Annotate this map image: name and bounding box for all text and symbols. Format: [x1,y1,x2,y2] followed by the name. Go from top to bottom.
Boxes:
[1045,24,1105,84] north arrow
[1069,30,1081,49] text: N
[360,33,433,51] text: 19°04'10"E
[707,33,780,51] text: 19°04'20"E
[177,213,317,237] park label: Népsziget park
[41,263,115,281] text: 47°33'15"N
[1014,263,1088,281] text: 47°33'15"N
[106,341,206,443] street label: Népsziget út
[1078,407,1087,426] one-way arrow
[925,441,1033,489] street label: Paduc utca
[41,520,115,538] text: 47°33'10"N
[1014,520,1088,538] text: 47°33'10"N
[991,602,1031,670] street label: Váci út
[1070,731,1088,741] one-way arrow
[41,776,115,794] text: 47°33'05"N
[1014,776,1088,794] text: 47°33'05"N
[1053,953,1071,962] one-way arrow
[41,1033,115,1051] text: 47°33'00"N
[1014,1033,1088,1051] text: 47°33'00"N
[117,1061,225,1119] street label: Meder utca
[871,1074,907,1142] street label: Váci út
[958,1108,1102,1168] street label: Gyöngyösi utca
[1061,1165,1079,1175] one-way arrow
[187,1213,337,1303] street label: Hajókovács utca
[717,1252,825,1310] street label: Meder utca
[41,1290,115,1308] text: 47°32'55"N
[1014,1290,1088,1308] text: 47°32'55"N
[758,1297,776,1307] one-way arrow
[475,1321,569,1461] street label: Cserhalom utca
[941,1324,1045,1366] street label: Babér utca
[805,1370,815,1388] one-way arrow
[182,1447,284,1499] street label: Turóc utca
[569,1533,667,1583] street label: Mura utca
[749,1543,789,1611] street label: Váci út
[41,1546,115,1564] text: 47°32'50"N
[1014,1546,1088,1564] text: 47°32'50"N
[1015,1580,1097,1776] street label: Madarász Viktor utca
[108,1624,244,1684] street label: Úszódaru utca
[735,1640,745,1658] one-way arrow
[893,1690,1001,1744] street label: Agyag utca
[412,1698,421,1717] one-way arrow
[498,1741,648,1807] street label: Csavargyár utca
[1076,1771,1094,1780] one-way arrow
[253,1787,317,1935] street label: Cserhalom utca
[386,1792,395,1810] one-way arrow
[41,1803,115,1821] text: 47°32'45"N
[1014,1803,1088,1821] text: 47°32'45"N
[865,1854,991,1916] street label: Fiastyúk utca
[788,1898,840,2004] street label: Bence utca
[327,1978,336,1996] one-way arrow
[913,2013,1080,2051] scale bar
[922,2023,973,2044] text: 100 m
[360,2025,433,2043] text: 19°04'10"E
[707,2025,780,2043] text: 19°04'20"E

=== Activity ===
An exact reproduction of all the records is needed.

=== Solved problem ===
Annotate this map image: name and bounding box for all text and symbols. Format: [x1,y1,x2,y2] followed by the name. Go from top to bottom.
Boxes:
[1045,24,1105,84] north arrow
[1069,30,1081,49] text: N
[360,33,433,51] text: 19°04'10"E
[707,33,780,51] text: 19°04'20"E
[177,213,317,237] park label: Népsziget park
[41,263,115,281] text: 47°33'15"N
[1014,263,1088,281] text: 47°33'15"N
[106,341,206,443] street label: Népsziget út
[1078,407,1087,426] one-way arrow
[925,441,1033,489] street label: Paduc utca
[41,520,115,538] text: 47°33'10"N
[1014,520,1088,538] text: 47°33'10"N
[991,602,1031,670] street label: Váci út
[1070,731,1088,741] one-way arrow
[41,776,115,794] text: 47°33'05"N
[1014,776,1088,794] text: 47°33'05"N
[1053,953,1071,962] one-way arrow
[41,1033,115,1051] text: 47°33'00"N
[1014,1033,1088,1051] text: 47°33'00"N
[117,1061,225,1119] street label: Meder utca
[871,1074,907,1142] street label: Váci út
[958,1108,1102,1168] street label: Gyöngyösi utca
[1061,1165,1079,1175] one-way arrow
[187,1213,337,1303] street label: Hajókovács utca
[717,1252,825,1310] street label: Meder utca
[41,1290,115,1308] text: 47°32'55"N
[1014,1290,1088,1308] text: 47°32'55"N
[758,1297,776,1307] one-way arrow
[475,1321,569,1461] street label: Cserhalom utca
[941,1324,1045,1366] street label: Babér utca
[805,1370,815,1388] one-way arrow
[182,1447,284,1499] street label: Turóc utca
[569,1533,667,1583] street label: Mura utca
[749,1543,789,1611] street label: Váci út
[41,1546,115,1564] text: 47°32'50"N
[1014,1546,1088,1564] text: 47°32'50"N
[1015,1580,1097,1776] street label: Madarász Viktor utca
[108,1624,244,1684] street label: Úszódaru utca
[735,1640,745,1658] one-way arrow
[893,1690,1001,1744] street label: Agyag utca
[412,1698,421,1717] one-way arrow
[498,1741,648,1807] street label: Csavargyár utca
[1076,1771,1094,1780] one-way arrow
[253,1787,317,1935] street label: Cserhalom utca
[386,1792,395,1810] one-way arrow
[41,1803,115,1821] text: 47°32'45"N
[1014,1803,1088,1821] text: 47°32'45"N
[865,1854,991,1916] street label: Fiastyúk utca
[788,1898,840,2004] street label: Bence utca
[327,1978,336,1996] one-way arrow
[913,2013,1080,2051] scale bar
[922,2023,973,2044] text: 100 m
[360,2025,433,2043] text: 19°04'10"E
[707,2025,780,2043] text: 19°04'20"E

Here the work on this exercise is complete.